Search code examples
c++data-structuresvirtual-memorypage-tables

Using page-table remapping to avoid data-copying during array-reallocation


Say you have a std::vector-like container class, and that vector is already filled to 100% of its capacity with data items, and the calling code calls push_back() to add one more data item.

At the point, the vector will need to reallocate its internal array to hold the additional data item (possibly with some extra space for any further items the calling code might want to use).

In particular, it will have to:

  1. Allocate a new/larger array
  2. Copy/move all the objects from the old array to the new array
  3. Update its internal state to point to the new array
  4. free the old array

... all of which can be rather time-consuming, and also requires enough RAM to hold both the old and the new array in memory simultaneously.

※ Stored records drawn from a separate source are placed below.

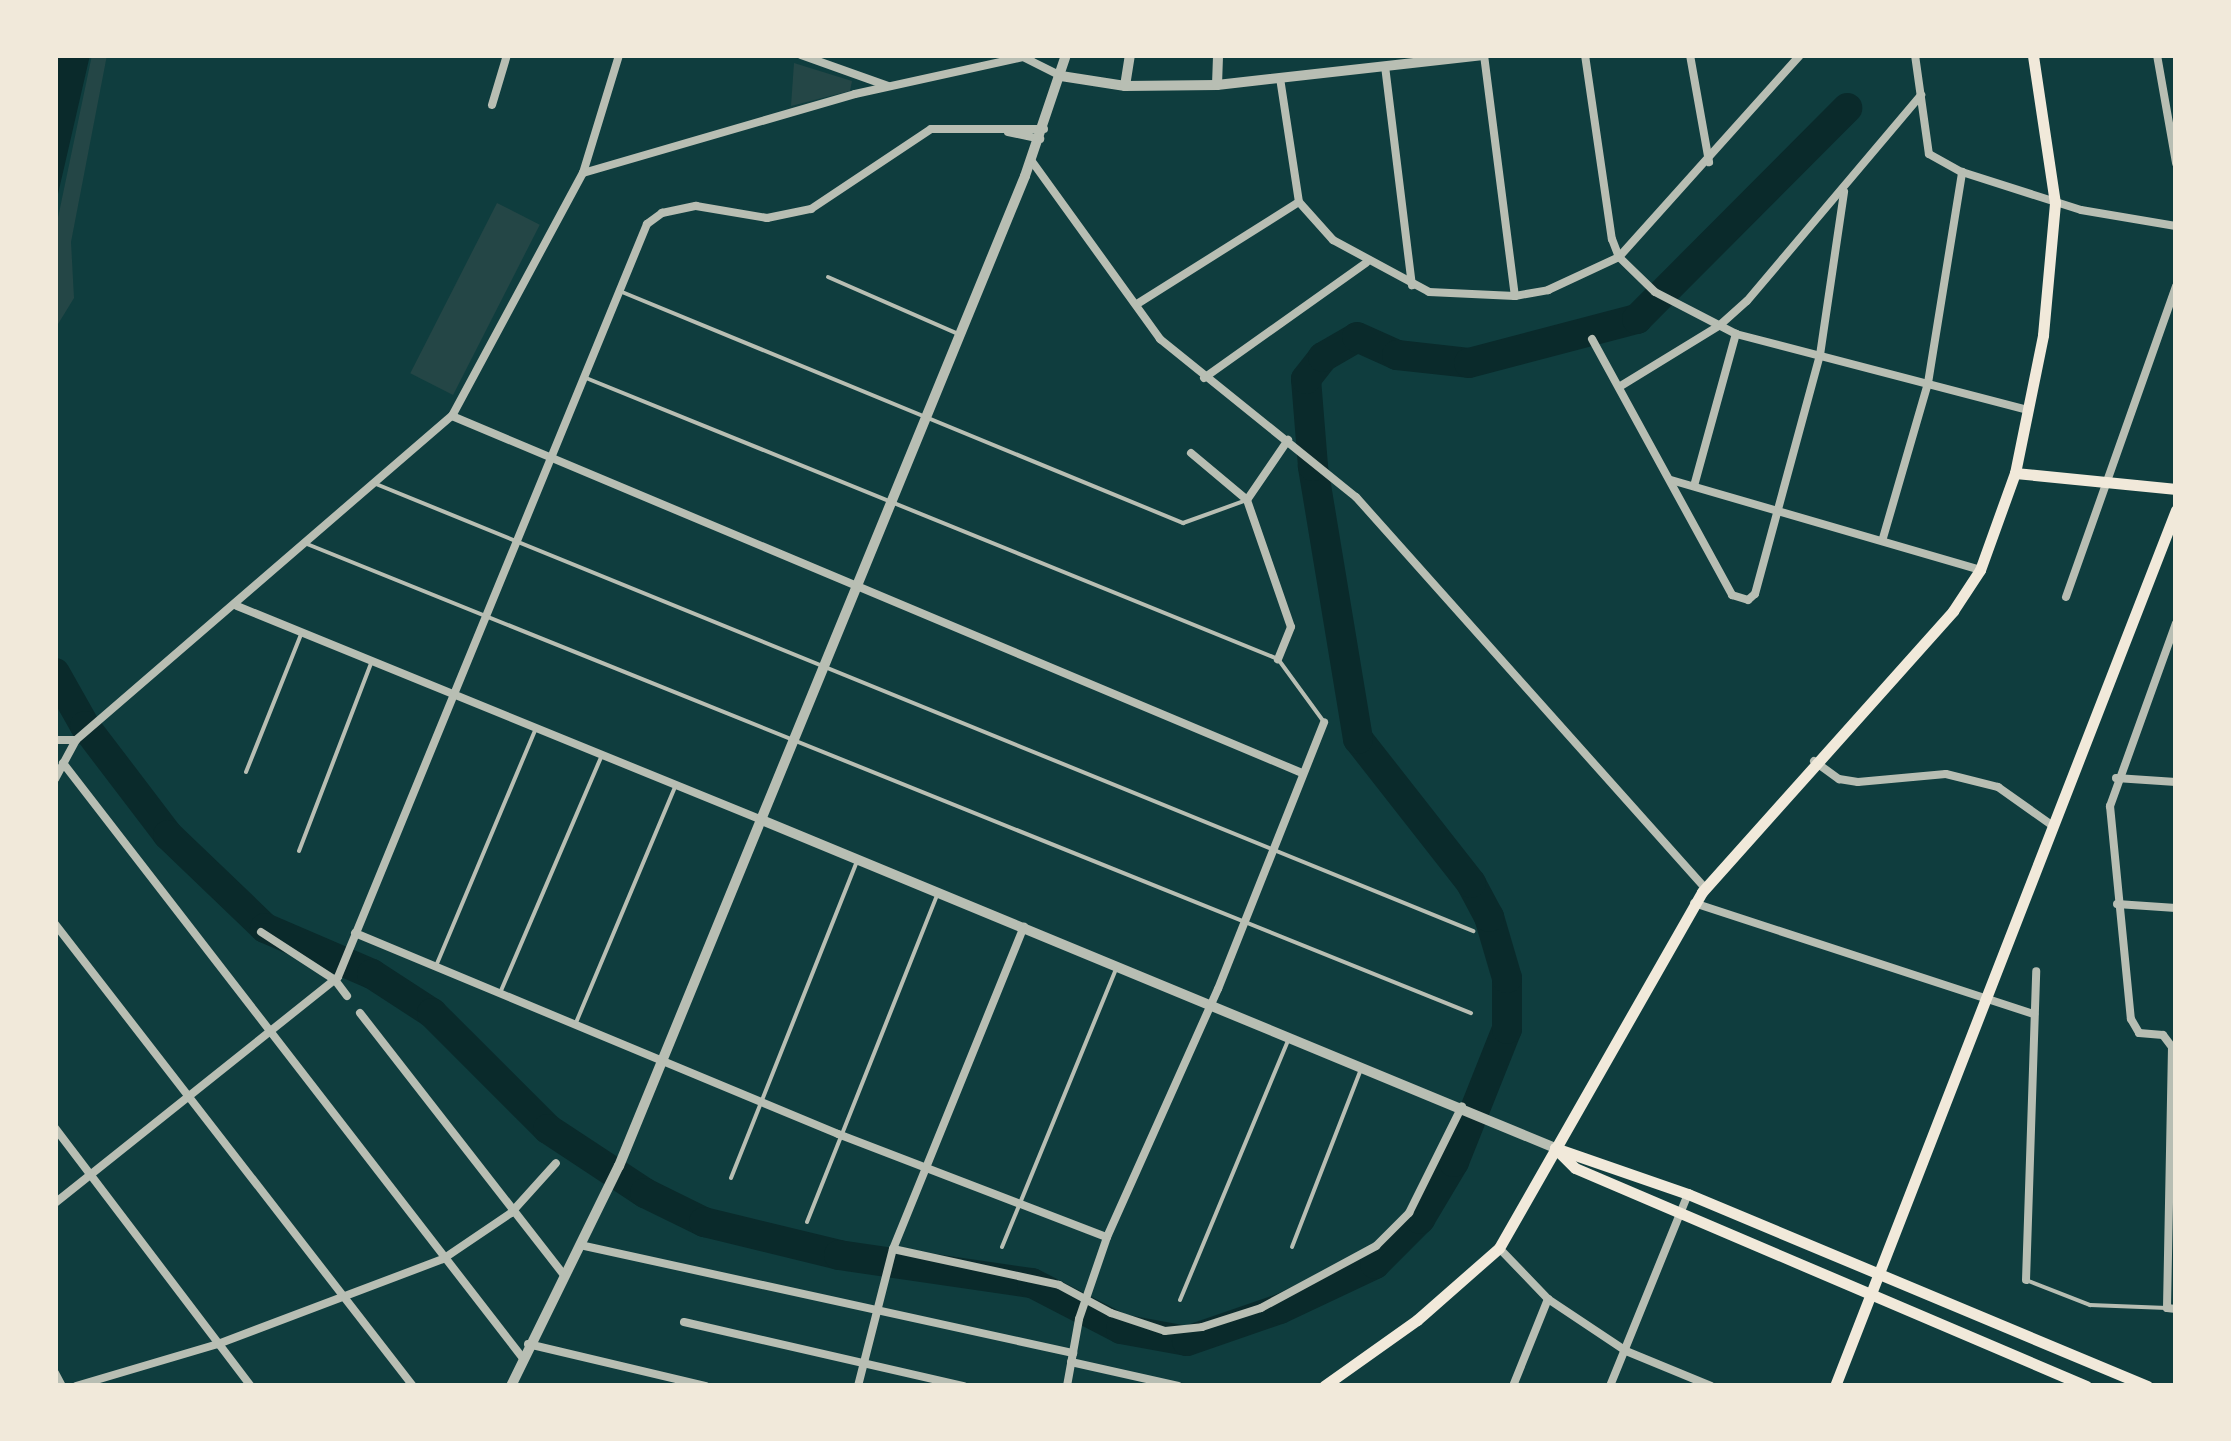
<!DOCTYPE html>
<html>
<head>
<meta charset="utf-8">
<style>
	body { margin:0 }
	#map { position:relative; width:2231px; height:1441px; overflow:hidden; background:#0f3d3e; font-family:"PT Sans",sans-serif }
	div>[style] { position:absolute }
	[style*='--x'] { left:calc(var(--x)*1px); top:calc(var(--y)*1px); width:calc(var(--w)*1px); rotate:calc(var(--a)*1deg) }
	.green>* { inset:0; background:#244646; transform-origin:0 0 }
	.water>* { inset:0; background:#0a2a2b }
	.river>* { height:30px; margin:-15px; padding:0 15px; transform-origin:15px; border-radius:15px; background:#0a2a2b }
	.service>* { height:4px; margin:-2px; padding:0 2px; transform-origin:2px; border-radius:2px; background:#b8beb3 }
	.minor>* { height:8px; margin:-4px; padding:0 4px; transform-origin:4px; border-radius:4px; background:#b8beb3 }
	.tertiary>* { height:10px; margin:-5px; padding:0 5px; transform-origin:5px; border-radius:5px; background:#b8beb3 }
	.secondary>* { height:11px; margin:-5.5px; padding:0 5.5px; transform-origin:5.5px; border-radius:5.5px; background:#f1e9da }
	span { translate:-50% -50%; white-space:nowrap; text-align:center; line-height:1.15; -webkit-text-stroke:10px #f1e9da; paint-order:stroke }
	.frame { position:absolute; inset:0; border:58px solid #f1e9da; pointer-events:none }
</style>
</head>
<body>
<div id="map">
	<div class="green">
		<i style="clip-path:polygon(92px 55px,107px 55px,71px 242px,74px 298px,55px 329px,55px 232px)"></i>
		<i style="clip-path:polygon(794px 63px,852px 81px,850px 91px,791px 106px)"></i>
		<i style="left:497px;top:203px;width:48px;height:191px;rotate:27deg"></i>
	</div>
	<div class="water">
		<i style="clip-path:polygon(55px 55px,90px 55px,55px 207px)"></i>
	</div>
	<div class="river">
		<i style="--x:55;--y:673;--w:61;--a:60.5"></i>
		<i style="--x:85;--y:726;--w:137;--a:52.7"></i>
		<i style="--x:168;--y:835;--w:134;--a:43.8"></i>
		<i style="--x:265;--y:928;--w:116;--a:23.3"></i>
		<i style="--x:372;--y:974;--w:72;--a:33"></i>
		<i style="--x:432;--y:1013;--w:164;--a:45"></i>
		<i style="--x:548;--y:1129;--w:116;--a:33.4"></i>
		<i style="--x:645;--y:1193;--w:66;--a:26.2"></i>
		<i style="--x:704;--y:1222;--w:139;--a:13.7"></i>
		<i style="--x:839;--y:1255;--w:195;--a:8.3"></i>
		<i style="--x:1032;--y:1283;--w:100;--a:27.3"></i>
		<i style="--x:1121;--y:1329;--w:67;--a:10.3"></i>
		<i style="--x:1187;--y:1341;--w:98;--a:-19"></i>
		<i style="--x:1280;--y:1309;--w:105;--a:-25.3"></i>
		<i style="--x:1375;--y:1264;--w:64;--a:-45"></i>
		<i style="--x:1420;--y:1219;--w:66;--a:-59.2"></i>
		<i style="--x:1454;--y:1162;--w:143;--a:-68.3"></i>
		<i style="--x:1507;--y:1029;--w:51;--a:-90"></i>
		<i style="--x:1507;--y:978;--w:64;--a:-106.4"></i>
		<i style="--x:1489;--y:917;--w:38;--a:-118"></i>
		<i style="--x:1471;--y:883;--w:183;--a:-128.1"></i>
		<i style="--x:1358;--y:739;--w:277;--a:-99.4"></i>
		<i style="--x:1313;--y:466;--w:87;--a:-94.6"></i>
		<i style="--x:1306;--y:379;--w:28;--a:-52"></i>
		<i style="--x:1323;--y:357;--w:39;--a:-30"></i>
		<i style="--x:1357;--y:337;--w:44;--a:24.2"></i>
		<i style="--x:1397;--y:355;--w:72;--a:6.3"></i>
		<i style="--x:1469;--y:363;--w:174;--a:-14.7"></i>
		<i style="--x:1637;--y:319;--w:298;--a:-45.1"></i>
	</div>
	<div class="service">
		<i style="--x:828;--y:277;--w:140;--a:23.6"></i>
		<i style="--x:622;--y:292;--w:607;--a:22.38"></i>
		<i style="--x:1183;--y:523;--w:68;--a:-19.8"></i>
		<i style="--x:586;--y:378;--w:747;--a:22.1"></i>
		<i style="--x:1278;--y:659;--w:78;--a:53.9"></i>
		<i style="--x:376;--y:484;--w:1185;--a:22.17"></i>
		<i style="--x:307;--y:544;--w:1255;--a:21.95"></i>
		<i style="--x:246;--y:772;--w:151;--a:-68.2"></i>
		<i style="--x:299;--y:851;--w:204;--a:-69"></i>
		<i style="--x:436;--y:966;--w:258;--a:-67.2"></i>
		<i style="--x:500;--y:993;--w:259;--a:-66.8"></i>
		<i style="--x:575;--y:1025;--w:260;--a:-67.2"></i>
		<i style="--x:731;--y:1178;--w:340;--a:-68.3"></i>
		<i style="--x:807;--y:1222;--w:351;--a:-68.3"></i>
		<i style="--x:1002;--y:1247;--w:300;--a:-67.7"></i>
		<i style="--x:1292;--y:1247;--w:191;--a:-68.8"></i>
		<i style="--x:2026;--y:1280;--w:69;--a:21.3"></i>
		<i style="--x:2090;--y:1305;--w:77;--a:2.2"></i>
		<i style="--x:1180;--y:1300;--w:282;--a:-67.4"></i>
	</div>
	<div class="minor">
		<i style="--x:801;--y:55;--w:92;--a:19.6"></i>
		<i style="--x:1484;--y:55;--w:243;--a:82.7"></i>
		<i style="--x:1585;--y:55;--w:186;--a:81.7"></i>
		<i style="--x:1612;--y:239;--w:19;--a:69"></i>
		<i style="--x:1619;--y:257;--w:50;--a:44.2"></i>
		<i style="--x:1655;--y:292;--w:91;--a:27.4"></i>
		<i style="--x:1736;--y:334;--w:302;--a:14.6"></i>
		<i style="--x:1690;--y:55;--w:109;--a:79.9"></i>
		<i style="--x:1915;--y:55;--w:100;--a:82"></i>
		<i style="--x:1929;--y:154;--w:38;--a:29"></i>
		<i style="--x:1962;--y:172;--w:125;--a:17.7"></i>
		<i style="--x:2081;--y:210;--w:96;--a:9.6"></i>
		<i style="--x:2157;--y:55;--w:110;--a:80"></i>
		<i style="--x:1025;--y:58;--w:40;--a:26.6"></i>
		<i style="--x:1385;--y:66;--w:221;--a:83"></i>
		<i style="--x:1280;--y:78;--w:125;--a:81.3"></i>
		<i style="--x:1299;--y:202;--w:51;--a:48.2"></i>
		<i style="--x:1333;--y:240;--w:109;--a:28.4"></i>
		<i style="--x:1429;--y:292;--w:86;--a:2.7"></i>
		<i style="--x:1515;--y:296;--w:34;--a:-10"></i>
		<i style="--x:1548;--y:290;--w:78;--a:-24.9"></i>
		<i style="--x:1619;--y:257;--w:271;--a:-48.1"></i>
		<i style="--x:492;--y:105;--w:52;--a:-73.3"></i>
		<i style="--x:1008;--y:132;--w:33;--a:12"></i>
		<i style="--x:1031;--y:160;--w:221;--a:54.2"></i>
		<i style="--x:1160;--y:339;--w:252;--a:38.9"></i>
		<i style="--x:1356;--y:497;--w:524;--a:48.25"></i>
		<i style="--x:583;--y:173;--w:283;--a:-16.2"></i>
		<i style="--x:855;--y:94;--w:182;--a:-12.4"></i>
		<i style="--x:1137;--y:304;--w:191;--a:-32.2"></i>
		<i style="--x:1592;--y:339;--w:292;--a:61.3"></i>
		<i style="--x:1732;--y:595;--w:17;--a:17"></i>
		<i style="--x:1748;--y:600;--w:9;--a:-41"></i>
		<i style="--x:1755;--y:594;--w:248;--a:-74.8"></i>
		<i style="--x:1820;--y:355;--w:165;--a:-81.6"></i>
		<i style="--x:1204;--y:378;--w:199;--a:-35.4"></i>
		<i style="--x:1619;--y:387;--w:119;--a:-31.5"></i>
		<i style="--x:1720;--y:325;--w:36;--a:-42"></i>
		<i style="--x:1747;--y:301;--w:270;--a:-49.8"></i>
		<i style="--x:452;--y:416;--w:922;--a:22.78"></i>
		<i style="--x:1191;--y:453;--w:73;--a:40"></i>
		<i style="--x:1247;--y:500;--w:134;--a:70.9"></i>
		<i style="--x:1291;--y:627;--w:35;--a:112"></i>
		<i style="--x:1671;--y:480;--w:322;--a:16.2"></i>
		<i style="--x:1694;--y:486;--w:158;--a:-74.6"></i>
		<i style="--x:1247;--y:500;--w:73;--a:-55.7"></i>
		<i style="--x:1883;--y:538;--w:161;--a:-73.8"></i>
		<i style="--x:1928;--y:383;--w:214;--a:-80.8"></i>
		<i style="--x:2066;--y:597;--w:330;--a:-70.5"></i>
		<i style="--x:237;--y:606;--w:567;--a:22.18"></i>
		<i style="--x:2176;--y:623;--w:195;--a:109.8"></i>
		<i style="--x:2110;--y:806;--w:214;--a:84.4"></i>
		<i style="--x:2131;--y:1019;--w:16;--a:60"></i>
		<i style="--x:2139;--y:1033;--w:24;--a:5"></i>
		<i style="--x:2163;--y:1035;--w:15;--a:53"></i>
		<i style="--x:2172;--y:1047;--w:261;--a:91.1"></i>
		<i style="--x:2167;--y:1308;--w:9;--a:6"></i>
		<i style="--x:55;--y:740;--w:21;--a:0"></i>
		<i style="--x:1814;--y:761;--w:31;--a:36"></i>
		<i style="--x:1839;--y:779;--w:19;--a:9"></i>
		<i style="--x:1858;--y:782;--w:88;--a:-5.2"></i>
		<i style="--x:1946;--y:774;--w:54;--a:14"></i>
		<i style="--x:1998;--y:787;--w:67;--a:35.3"></i>
		<i style="--x:63;--y:763;--w:751;--a:52.31"></i>
		<i style="--x:2116;--y:778;--w:60;--a:3.8"></i>
		<i style="--x:55;--y:779;--w:44;--a:-61.7"></i>
		<i style="--x:76;--y:740;--w:496;--a:-40.8"></i>
		<i style="--x:452;--y:416;--w:276;--a:-61.7"></i>
		<i style="--x:583;--y:173;--w:123;--a:-73"></i>
		<i style="--x:1694;--y:903;--w:358;--a:18.1"></i>
		<i style="--x:2117;--y:904;--w:59;--a:3.9"></i>
		<i style="--x:55;--y:924;--w:584;--a:52.23"></i>
		<i style="--x:261;--y:932;--w:88;--a:33"></i>
		<i style="--x:335;--y:980;--w:20;--a:53"></i>
		<i style="--x:355;--y:933;--w:523;--a:22.59"></i>
		<i style="--x:838;--y:1134;--w:288;--a:21"></i>
		<i style="--x:360;--y:1013;--w:332;--a:52.1"></i>
		<i style="--x:55;--y:1128;--w:324;--a:52.8"></i>
		<i style="--x:55;--y:1203;--w:362;--a:-38.6"></i>
		<i style="--x:338;--y:977;--w:814;--a:-67.69"></i>
		<i style="--x:647;--y:224;--w:19;--a:-36"></i>
		<i style="--x:662;--y:213;--w:35;--a:-12"></i>
		<i style="--x:696;--y:206;--w:72;--a:9.6"></i>
		<i style="--x:767;--y:218;--w:45;--a:-11.6"></i>
		<i style="--x:811;--y:209;--w:144;--a:-33.7"></i>
		<i style="--x:931;--y:129;--w:113;--a:0"></i>
		<i style="--x:580;--y:1245;--w:505;--a:12.36"></i>
		<i style="--x:1499;--y:1248;--w:71;--a:46.1"></i>
		<i style="--x:1548;--y:1299;--w:94;--a:33.7"></i>
		<i style="--x:1626;--y:1351;--w:92;--a:22.4"></i>
		<i style="--x:893;--y:1249;--w:170;--a:12.2"></i>
		<i style="--x:1059;--y:1285;--w:59;--a:28.3"></i>
		<i style="--x:1111;--y:1313;--w:57;--a:18.4"></i>
		<i style="--x:1165;--y:1331;--w:37;--a:-6"></i>
		<i style="--x:1202;--y:1327;--w:62;--a:-17.9"></i>
		<i style="--x:1261;--y:1308;--w:131;--a:-28.3"></i>
		<i style="--x:1376;--y:1246;--w:47;--a:-45"></i>
		<i style="--x:1409;--y:1213;--w:119;--a:-63.6"></i>
		<i style="--x:2026;--y:1280;--w:309;--a:-88.1"></i>
		<i style="--x:684;--y:1322;--w:287;--a:12.9"></i>
		<i style="--x:528;--y:1344;--w:183;--a:13.3"></i>
		<i style="--x:1071;--y:1362;--w:110;--a:12.6"></i>
		<i style="--x:55;--y:1373;--w:15;--a:62"></i>
		<i style="--x:76;--y:1386;--w:148;--a:-16.5"></i>
		<i style="--x:218;--y:1344;--w:241;--a:-20.7"></i>
		<i style="--x:443;--y:1259;--w:82;--a:-34.1"></i>
		<i style="--x:511;--y:1213;--w:67;--a:-48"></i>
		<i style="--x:858;--y:1386;--w:141;--a:-75.7"></i>
		<i style="--x:893;--y:1249;--w:348;--a:-67.9"></i>
		<i style="--x:1067;--y:1386;--w:68;--a:-79.8"></i>
		<i style="--x:1079;--y:1319;--w:87;--a:-71.1"></i>
		<i style="--x:1107;--y:1237;--w:272;--a:-65.9"></i>
		<i style="--x:1218;--y:989;--w:287;--a:-68.3"></i>
		<i style="--x:1513;--y:1386;--w:94;--a:-68.1"></i>
		<i style="--x:1610;--y:1386;--w:207;--a:-67.9"></i>
	</div>
	<div class="tertiary">
		<i style="--x:1061;--y:76;--w:65;--a:8.9"></i>
		<i style="--x:1125;--y:86;--w:92;--a:-0.6"></i>
		<i style="--x:1217;--y:85;--w:268;--a:-6.4"></i>
		<i style="--x:1217;--y:85;--w:30;--a:-88"></i>
		<i style="--x:1125;--y:86;--w:31;--a:-81"></i>
		<i style="--x:762;--y:820;--w:858;--a:22.47"></i>
		<i style="--x:511;--y:1386;--w:245;--a:-63.9"></i>
		<i style="--x:619;--y:1166;--w:1070;--a:-67.7"></i>
		<i style="--x:1025;--y:176;--w:128;--a:-71.3"></i>
	</div>
	<div class="secondary">
		<i style="--x:2015;--y:473;--w:162;--a:5.7"></i>
		<i style="--x:1555;--y:1148;--w:141;--a:19.1"></i>
		<i style="--x:1688;--y:1194;--w:498;--a:22.7"></i>
		<i style="--x:1555;--y:1148;--w:28;--a:45"></i>
		<i style="--x:1575;--y:1168;--w:556;--a:23.1"></i>
		<i style="--x:1324;--y:1386;--w:114;--a:-35.4"></i>
		<i style="--x:1417;--y:1320;--w:109;--a:-41.3"></i>
		<i style="--x:1499;--y:1248;--w:410;--a:-60.3"></i>
		<i style="--x:1702;--y:892;--w:377;--a:-48.2"></i>
		<i style="--x:1953;--y:611;--w:49;--a:-56.6"></i>
		<i style="--x:1980;--y:570;--w:103;--a:-70.2"></i>
		<i style="--x:2015;--y:473;--w:141;--a:-78.5"></i>
		<i style="--x:2043;--y:335;--w:133;--a:-84.8"></i>
		<i style="--x:2055;--y:203;--w:150;--a:-98.5"></i>
		<i style="--x:1835;--y:1386;--w:940;--a:-68.73"></i>
	</div>
	<div class="frame"></div>
</div>
</body>
</html>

However, most modern computers feature virtual memory, which allows physical pages of RAM to be mapped to virtual addresses. Therefore, it should be possible, at least in principle, to replace the above process with this one:

  1. Allocate a continuous range of virtual addresses large enough to represent the new/larger array.
  2. Map the first N physical pages associated with the existing array to the first N virtual-page-address-blocks of the new virtual-address range.
  3. Unmap the old array's virtual addresses from the physical pages.
  4. Allocate new physical pages for the additional space in the new array (or maybe just set it up so that the additional virtual addresses in the new array will page-fault to demand-allocate the physical pages when they are accessed)

This would have the advantage of not requiring any data-copying at all, so expanding the vector's capacity could be quite efficient. The disadvantage (other than limited portability) would be that any pointers stored within the data would not be updated to the new set of virtual addresses, so this technique would only work for data that doesn't include any pointers into the vector's old array.

My question is, is this technique viable in a userspace program? If so, how would one go about implementing it? Or if not, what prevents it from being done? (i.e. are there any fundamental reasons why it couldn't work, or is it just that no suitable APIs currently exist to do it?)


Solution

  • Yes, it can be done and works reasonably well. Windows gives enough access to page faults in user mode to do it.

    Jeffrey Richter's books on Win32 from around the Windows NT 4 timeframe gave examples of implementing a dynamic array this way. It didn't attempt to be an accurate implementation of std::vector, but showed enough about how to do the dynamic resizing that the rest of a conforming implementation would have been pretty straightforward.

    Unfortunately, at least in when I tested it, I didn't see much speed improvement. With enough care, maybe it would have made a bigger difference, but what I found wasn't particularly encouraging.